MOVIES
Michael Gambon's Dumbledore is one tough headmaster
BY DENISE MARTIN
Los Angeles Times Service
Michael Gambon has played Hogwarts headmaster Albus Dumbledore for five years, but he hasn't been setting a good example for his students when it comes to finishing their homework: The beloved old wizard hasn't cracked a single one of J.K. Rowling's Harry Potter novels.
The choice not to read Rowling's book series, he explains, is deliberate, and he says that co-stars Ralph Fiennes and Alan Rickman haven't taken up the books either.
``You'd get upset about all the scenes it's missing from the book, wouldn't you?'' Gambon says. ``No point in reading the books because you're playing with [screenwriter] Steve Kloves' words.''
INTENSE CHARACTER
And Kloves, along with director David Yates, has demanded an intense Dumbledore, who in the fourth film shook Harry when the boy wizard's name wound up in the Goblet of Fire. Such a characterization isn't as pronounced in the book -- Dumbledore doesn't yank and jostle his star student, for starters -- and it upset many Potter fans.
In fact, many riled-up muggles also took to the Internet after the third film to complain that Gambon didn't have the same kindly grandfather aura that they came to expect in the books and in the first two films when the role was portrayed by the late Richard Harris.
Since joining the Potter cast in the third movie, Harry Potter and the Prisoner of Azkaban, Gambon has fashioned Dumbledore into a tougher patriarch, an urgent and mysterious force in the midst of impending war. Less cuddly, this Dumbledore is clearly presented as a formidable opponent to Potter's snake-faced nemesis, Voldemort.
And though Harris (who died in London at 72 in 2002) had a twinkling gentleness, Gambon's Dumbledore is a wry observer with crackling wit when it comes to the misadventures of his pupils.
In the just-released sixth installment, Harry Potter and the Half-Blood Prince, for instance, Ron Weasley's girlfriend Lavender Brown goes wailing past the headmaster after she loses her red-headed beau to Hermione Granger. The old wizard, with a smirking tone, muses, ``Oh, to be young and to feel love's keen sting.''
The 68-year-old Irish actor, with an illustrious 40-year stage career and credits in more than five dozen films, is deeply respected by the young cast members, a fact that helps with their on-screen relationship.
``He's got to be a bit scary,'' Gambon says of his Dumbledore. ``All headmasters should be a bit scary, shouldn't they? A top wizard like him would be intimidating. And ultimately, he's protecting Harry. Essentially, I play myself. A little Irish, a little scary. That's what I'm like in real life.''
BIG RECEPTION
The actor says the enormity of the Potter phenomenon hit him again recently at the London premiere of Half-Blood Prince, where more than 4,000 youngsters turned up to get a glimpse of the magical cast. Gambon called the reception heartwarming and bittersweet.

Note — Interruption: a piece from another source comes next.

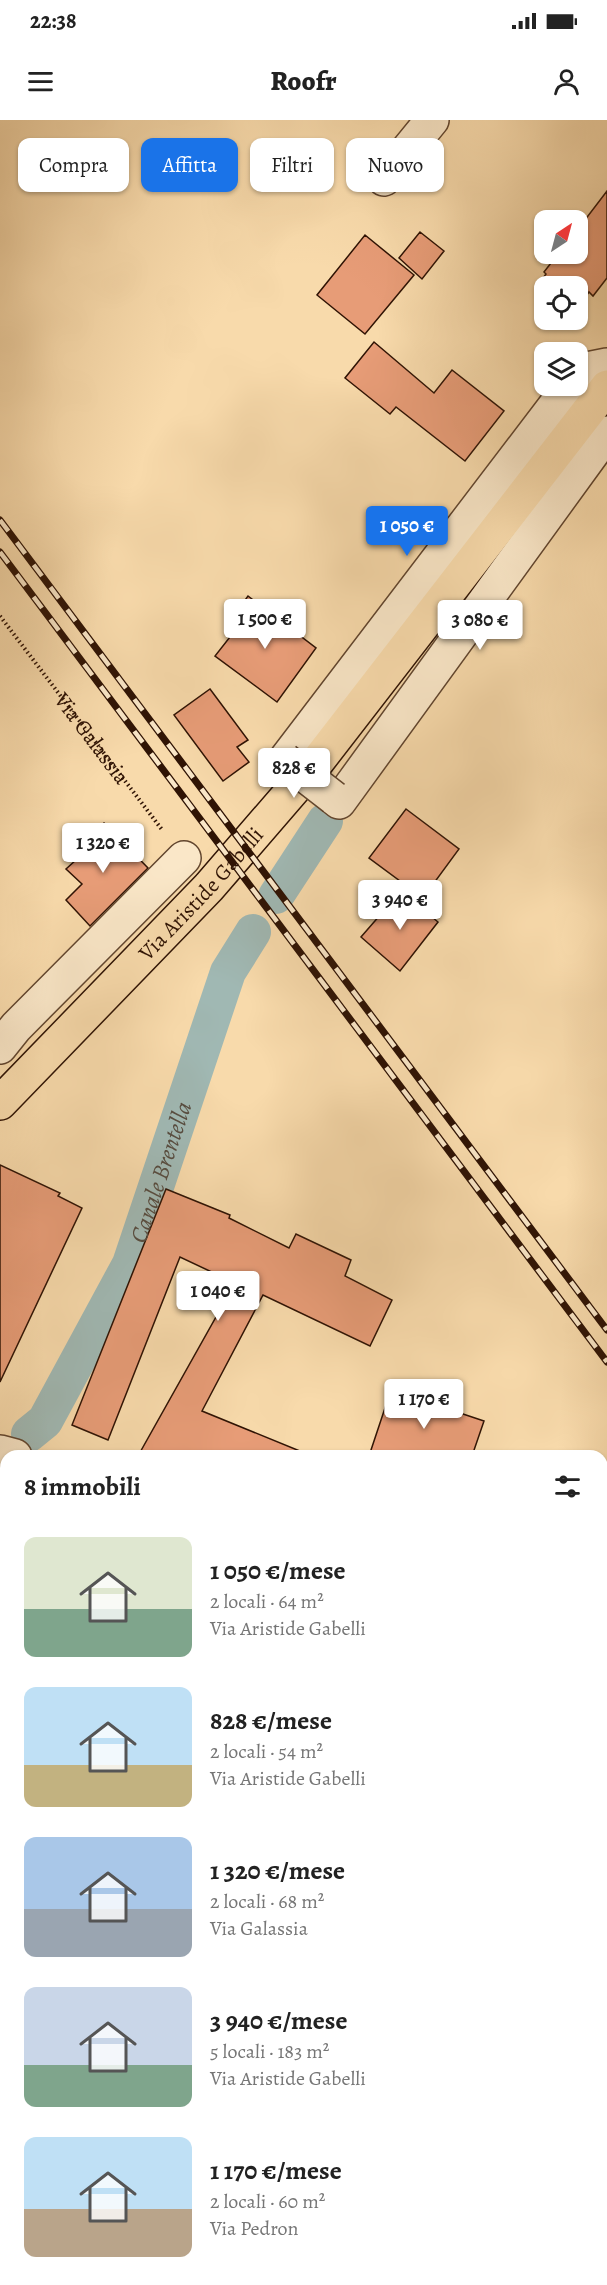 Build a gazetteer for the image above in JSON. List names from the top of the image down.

``I was really moved by the number of children there. It was raining, and everyone was drenched. Some of them had been there for hours. You feel responsible for them in a way. All their books and pieces of paper for autographs were all wet. The pens wouldn't work. It was so sad. It makes you realize how big this thing is.''
The filming of the final Harry Potter movies, the two-part Harry Potter and the Deathly Hallows, is underway, but Gambon's contributions aren't scheduled until February.
He says the delay makes it seem as if the end is still far away for him, but he has already begun to reflect on the experience.
``It's been,'' he says, ``a real privilege.''
Watching stars Daniel Radcliffe, Emma Watson and Rupert Grint grow up has been especially fun. ``They've become worldly, wise and strong actors. That's been nice to see. You can say things to them now that you couldn't say to them then.''
Like what? ``Oh, I don't know. I dare not say,'' Gambon says, chuckling. Should we assume the worst? ``Yes,'' he answers with a cryptic bit of sass. How terribly Dumbledore.